The proximal osteotomy is parallel to the proximal sagittal plane fibuar wire 4.

Fibular Hemimelia

A single small dose of amitriptyline before bedtime is useful in helping these patients. Toe and metatarsal surgery Many patients with FH are missing one or more toes. Knee ligament reconstruction Most patients with FH have some hemimeliw ligament deficiency of the cruciate ligaments. Thus, even three such reconstructions cost less than the lifetime cost per amputee.

Fibular Deficiency (anteromedial bowing) – Pediatrics – Orthobullets

The foot deformity is one of the biggest issues with fibular hemimelia. For more information on the etiology and treatment of fibular hemimelia, please see our Fibular Hemimelia FAQ.

Other bones in the leg, ankle, and hemiimelia can be affected too. Complications occurred in nine of the ten cases, and all were all resolved either surgically or nonoperatively.

Orphanet: Fibular hemimelia

This is performed anywhere in the proximal tibia distal to the proximal pins. Satisfactory results were achieved in all except one of the patients with mild FH, a patient who had a rigid equino-valgus foot. Children with fibular hemimelia are missing part or all of their fibula and this bump may be completely missing. The fibular anlage is exposed. Madelung’s deformity Clinodactyly Oligodactyly Polydactyly.


The buttress of the fibula is replaced by the varusized tibial plafond, since the lateral plafond is now more distal than the medial plafond. This valgus is related both to the distal femur and the proximal tibia.

The tibial diaphysis hemijelia an antero-lateral bow. Congenital absence of the fibula. Vascular dysgenesis, viral infections, trauma and environmental influences have been suggested as possible causes. The peroneal sheath is opened.

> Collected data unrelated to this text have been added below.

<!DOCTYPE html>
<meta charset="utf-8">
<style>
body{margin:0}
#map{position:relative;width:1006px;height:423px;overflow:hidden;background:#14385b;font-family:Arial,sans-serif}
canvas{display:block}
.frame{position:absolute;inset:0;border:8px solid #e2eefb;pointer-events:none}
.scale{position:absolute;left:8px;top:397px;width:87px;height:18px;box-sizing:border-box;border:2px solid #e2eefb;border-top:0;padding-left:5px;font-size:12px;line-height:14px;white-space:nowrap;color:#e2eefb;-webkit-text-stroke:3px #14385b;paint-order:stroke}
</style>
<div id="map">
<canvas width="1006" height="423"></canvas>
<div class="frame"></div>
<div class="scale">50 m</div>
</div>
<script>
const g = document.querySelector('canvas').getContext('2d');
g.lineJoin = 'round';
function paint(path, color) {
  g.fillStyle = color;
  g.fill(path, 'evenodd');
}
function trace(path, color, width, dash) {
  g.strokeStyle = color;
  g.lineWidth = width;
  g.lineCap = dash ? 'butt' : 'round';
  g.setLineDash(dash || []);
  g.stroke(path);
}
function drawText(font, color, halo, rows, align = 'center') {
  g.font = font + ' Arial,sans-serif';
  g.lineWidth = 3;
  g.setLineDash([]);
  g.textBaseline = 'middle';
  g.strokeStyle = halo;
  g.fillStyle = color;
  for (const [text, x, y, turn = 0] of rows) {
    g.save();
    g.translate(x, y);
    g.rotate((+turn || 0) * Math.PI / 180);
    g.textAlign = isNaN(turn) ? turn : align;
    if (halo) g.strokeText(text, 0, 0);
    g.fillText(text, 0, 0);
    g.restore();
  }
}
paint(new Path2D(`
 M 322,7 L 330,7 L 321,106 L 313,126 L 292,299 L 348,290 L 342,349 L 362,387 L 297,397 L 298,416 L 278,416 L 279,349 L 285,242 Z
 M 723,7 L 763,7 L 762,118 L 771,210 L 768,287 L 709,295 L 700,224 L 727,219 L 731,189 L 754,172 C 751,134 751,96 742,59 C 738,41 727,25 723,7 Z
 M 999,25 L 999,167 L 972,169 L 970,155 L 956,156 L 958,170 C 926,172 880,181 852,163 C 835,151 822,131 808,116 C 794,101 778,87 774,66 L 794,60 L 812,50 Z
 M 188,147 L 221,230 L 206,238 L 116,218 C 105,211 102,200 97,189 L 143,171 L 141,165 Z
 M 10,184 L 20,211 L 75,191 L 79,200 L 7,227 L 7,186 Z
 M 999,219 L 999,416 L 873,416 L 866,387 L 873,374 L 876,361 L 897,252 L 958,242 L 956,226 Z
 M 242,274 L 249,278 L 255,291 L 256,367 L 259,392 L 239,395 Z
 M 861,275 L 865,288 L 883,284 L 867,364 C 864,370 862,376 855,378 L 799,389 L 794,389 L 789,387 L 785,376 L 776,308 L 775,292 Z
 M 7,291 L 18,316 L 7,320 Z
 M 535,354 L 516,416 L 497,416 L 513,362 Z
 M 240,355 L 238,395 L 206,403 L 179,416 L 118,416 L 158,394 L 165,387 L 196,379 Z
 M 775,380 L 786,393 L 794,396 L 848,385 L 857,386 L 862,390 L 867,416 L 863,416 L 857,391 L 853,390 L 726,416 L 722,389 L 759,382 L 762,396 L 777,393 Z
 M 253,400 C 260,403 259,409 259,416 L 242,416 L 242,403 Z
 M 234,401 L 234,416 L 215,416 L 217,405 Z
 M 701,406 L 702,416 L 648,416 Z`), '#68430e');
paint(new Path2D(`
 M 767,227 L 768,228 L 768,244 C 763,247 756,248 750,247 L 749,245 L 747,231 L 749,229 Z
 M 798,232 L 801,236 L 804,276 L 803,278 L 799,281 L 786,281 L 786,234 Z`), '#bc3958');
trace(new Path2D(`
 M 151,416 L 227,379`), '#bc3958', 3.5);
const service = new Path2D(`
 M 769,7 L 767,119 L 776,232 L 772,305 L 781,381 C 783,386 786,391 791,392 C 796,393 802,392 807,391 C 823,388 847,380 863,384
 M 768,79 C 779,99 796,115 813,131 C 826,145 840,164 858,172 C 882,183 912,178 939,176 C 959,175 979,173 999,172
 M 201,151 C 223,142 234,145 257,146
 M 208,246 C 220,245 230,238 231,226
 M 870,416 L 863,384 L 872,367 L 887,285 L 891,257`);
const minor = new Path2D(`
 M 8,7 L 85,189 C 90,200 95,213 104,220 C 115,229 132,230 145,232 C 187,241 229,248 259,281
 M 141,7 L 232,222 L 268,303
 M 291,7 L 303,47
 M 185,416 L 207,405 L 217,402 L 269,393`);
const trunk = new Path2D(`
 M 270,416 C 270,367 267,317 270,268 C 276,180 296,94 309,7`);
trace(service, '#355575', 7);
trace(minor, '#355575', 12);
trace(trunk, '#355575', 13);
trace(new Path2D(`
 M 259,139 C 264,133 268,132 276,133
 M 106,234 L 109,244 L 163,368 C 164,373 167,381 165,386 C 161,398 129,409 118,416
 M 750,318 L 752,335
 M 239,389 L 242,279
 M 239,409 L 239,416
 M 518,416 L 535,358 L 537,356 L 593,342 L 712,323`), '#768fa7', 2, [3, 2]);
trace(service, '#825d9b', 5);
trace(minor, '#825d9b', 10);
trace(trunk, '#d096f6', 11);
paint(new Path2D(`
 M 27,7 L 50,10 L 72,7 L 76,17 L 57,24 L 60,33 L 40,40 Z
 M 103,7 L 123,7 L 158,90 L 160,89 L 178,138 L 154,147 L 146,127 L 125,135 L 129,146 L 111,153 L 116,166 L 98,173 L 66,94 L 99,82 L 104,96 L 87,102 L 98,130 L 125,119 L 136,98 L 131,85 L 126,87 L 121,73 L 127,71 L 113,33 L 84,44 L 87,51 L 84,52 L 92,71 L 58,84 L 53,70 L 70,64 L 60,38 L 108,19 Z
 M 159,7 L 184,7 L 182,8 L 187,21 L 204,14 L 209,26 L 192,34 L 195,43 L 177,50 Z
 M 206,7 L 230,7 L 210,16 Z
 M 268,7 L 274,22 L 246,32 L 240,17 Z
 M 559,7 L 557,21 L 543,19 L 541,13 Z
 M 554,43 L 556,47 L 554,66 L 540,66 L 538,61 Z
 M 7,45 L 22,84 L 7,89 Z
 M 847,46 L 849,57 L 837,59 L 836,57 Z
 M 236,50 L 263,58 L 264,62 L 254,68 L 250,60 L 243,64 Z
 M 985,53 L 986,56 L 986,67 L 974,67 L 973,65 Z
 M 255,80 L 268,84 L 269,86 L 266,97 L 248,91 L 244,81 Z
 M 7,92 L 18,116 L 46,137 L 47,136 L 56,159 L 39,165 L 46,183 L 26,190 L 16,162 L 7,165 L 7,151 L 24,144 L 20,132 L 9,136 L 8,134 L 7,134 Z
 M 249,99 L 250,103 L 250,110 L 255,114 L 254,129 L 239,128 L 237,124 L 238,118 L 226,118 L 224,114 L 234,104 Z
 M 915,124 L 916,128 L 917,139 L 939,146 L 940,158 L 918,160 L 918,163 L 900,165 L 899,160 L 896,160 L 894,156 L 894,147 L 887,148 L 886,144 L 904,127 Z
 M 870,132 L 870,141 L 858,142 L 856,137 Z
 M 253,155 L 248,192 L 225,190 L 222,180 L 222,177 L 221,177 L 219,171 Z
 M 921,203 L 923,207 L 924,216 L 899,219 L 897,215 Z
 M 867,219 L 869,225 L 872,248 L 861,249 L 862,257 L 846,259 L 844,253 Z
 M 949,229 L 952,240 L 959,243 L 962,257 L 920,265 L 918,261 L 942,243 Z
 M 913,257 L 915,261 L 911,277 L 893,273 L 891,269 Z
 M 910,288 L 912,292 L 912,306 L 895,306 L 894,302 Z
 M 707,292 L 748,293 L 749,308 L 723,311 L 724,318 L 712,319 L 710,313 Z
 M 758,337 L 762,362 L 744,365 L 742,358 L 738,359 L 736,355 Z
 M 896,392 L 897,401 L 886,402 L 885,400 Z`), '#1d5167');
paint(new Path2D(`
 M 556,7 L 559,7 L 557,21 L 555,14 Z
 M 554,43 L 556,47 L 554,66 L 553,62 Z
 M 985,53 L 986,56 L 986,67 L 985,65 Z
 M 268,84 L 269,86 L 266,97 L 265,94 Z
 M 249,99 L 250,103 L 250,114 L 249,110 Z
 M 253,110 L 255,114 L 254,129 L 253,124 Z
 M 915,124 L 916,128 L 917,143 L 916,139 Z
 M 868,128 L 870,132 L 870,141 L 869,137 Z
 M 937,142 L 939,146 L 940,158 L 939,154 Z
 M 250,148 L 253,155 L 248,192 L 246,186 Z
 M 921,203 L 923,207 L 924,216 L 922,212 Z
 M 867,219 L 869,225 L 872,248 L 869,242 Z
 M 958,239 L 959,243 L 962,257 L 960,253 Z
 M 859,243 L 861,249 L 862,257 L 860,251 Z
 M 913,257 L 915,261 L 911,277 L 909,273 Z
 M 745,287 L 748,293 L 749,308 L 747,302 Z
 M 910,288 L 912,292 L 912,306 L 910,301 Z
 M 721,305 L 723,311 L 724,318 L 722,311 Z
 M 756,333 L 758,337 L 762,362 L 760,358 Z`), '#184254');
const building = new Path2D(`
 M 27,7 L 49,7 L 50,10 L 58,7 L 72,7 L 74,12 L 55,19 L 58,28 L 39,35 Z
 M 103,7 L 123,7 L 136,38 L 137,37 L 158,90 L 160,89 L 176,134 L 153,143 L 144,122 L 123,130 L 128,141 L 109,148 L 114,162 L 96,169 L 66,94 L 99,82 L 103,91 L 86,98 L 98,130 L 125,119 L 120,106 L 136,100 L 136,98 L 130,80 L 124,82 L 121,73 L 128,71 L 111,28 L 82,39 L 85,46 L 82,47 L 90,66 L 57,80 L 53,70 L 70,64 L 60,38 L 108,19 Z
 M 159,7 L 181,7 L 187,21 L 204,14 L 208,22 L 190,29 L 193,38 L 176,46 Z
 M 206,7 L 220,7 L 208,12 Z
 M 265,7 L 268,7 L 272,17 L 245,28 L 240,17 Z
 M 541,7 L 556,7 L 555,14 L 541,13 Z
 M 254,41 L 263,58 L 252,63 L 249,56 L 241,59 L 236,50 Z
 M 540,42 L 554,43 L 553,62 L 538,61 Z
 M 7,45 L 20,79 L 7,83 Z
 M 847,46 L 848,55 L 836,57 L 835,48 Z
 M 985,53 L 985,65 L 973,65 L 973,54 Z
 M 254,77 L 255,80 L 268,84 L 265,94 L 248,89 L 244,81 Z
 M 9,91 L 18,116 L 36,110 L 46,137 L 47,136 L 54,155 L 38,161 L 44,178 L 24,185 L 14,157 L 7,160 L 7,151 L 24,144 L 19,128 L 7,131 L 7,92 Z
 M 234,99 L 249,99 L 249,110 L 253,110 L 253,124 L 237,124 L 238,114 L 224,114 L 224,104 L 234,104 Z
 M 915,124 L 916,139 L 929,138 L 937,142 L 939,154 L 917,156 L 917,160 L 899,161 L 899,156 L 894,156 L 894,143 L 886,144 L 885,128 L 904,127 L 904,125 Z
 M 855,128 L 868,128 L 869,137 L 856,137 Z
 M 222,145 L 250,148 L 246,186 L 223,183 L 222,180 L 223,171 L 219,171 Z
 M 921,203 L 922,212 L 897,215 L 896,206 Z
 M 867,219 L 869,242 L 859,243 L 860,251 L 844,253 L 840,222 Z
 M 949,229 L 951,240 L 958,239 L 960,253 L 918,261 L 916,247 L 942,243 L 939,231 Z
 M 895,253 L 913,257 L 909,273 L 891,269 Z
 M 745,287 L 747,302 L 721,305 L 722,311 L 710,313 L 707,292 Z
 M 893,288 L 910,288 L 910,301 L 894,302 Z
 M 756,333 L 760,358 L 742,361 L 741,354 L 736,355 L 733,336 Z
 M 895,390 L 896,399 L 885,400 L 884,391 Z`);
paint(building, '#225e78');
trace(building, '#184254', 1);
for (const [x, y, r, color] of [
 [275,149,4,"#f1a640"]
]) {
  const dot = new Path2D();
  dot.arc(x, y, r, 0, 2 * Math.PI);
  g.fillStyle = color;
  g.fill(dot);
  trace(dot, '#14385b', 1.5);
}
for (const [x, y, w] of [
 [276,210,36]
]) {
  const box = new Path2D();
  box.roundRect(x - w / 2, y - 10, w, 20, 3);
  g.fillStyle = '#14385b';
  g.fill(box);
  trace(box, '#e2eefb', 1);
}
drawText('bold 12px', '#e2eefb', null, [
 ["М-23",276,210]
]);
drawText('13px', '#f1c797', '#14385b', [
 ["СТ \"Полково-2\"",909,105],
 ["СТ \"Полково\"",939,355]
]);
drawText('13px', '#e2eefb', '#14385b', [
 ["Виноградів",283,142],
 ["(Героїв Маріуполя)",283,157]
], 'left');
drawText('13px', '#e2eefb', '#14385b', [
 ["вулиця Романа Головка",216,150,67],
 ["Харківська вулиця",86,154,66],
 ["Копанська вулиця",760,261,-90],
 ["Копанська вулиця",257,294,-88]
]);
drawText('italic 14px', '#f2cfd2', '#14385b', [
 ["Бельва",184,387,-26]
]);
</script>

Fibular Deficiency (anteromedial bowing)

Open in a separate window. Biomechanical principles related to FH reconstructive surgery The normal ground reaction jemimelia vector passes lateral to the center of the tibial plafond and talus because the point of contact of the calcaneus with the ground is lateral to the center of the ankle hemmimelia [ 22 ], resulting in a valgus moment arm on the ankle joint. It is therefore part of the same spectrum of deficiency as congenital femoral deficiency.

Principles of deformity correction, 1st edn, corrected 3rd printing. Sabharwal S ed Pediatric lower limb deformities. Growth inhibition has been reported after tibial lengthening for FH [ 30 ].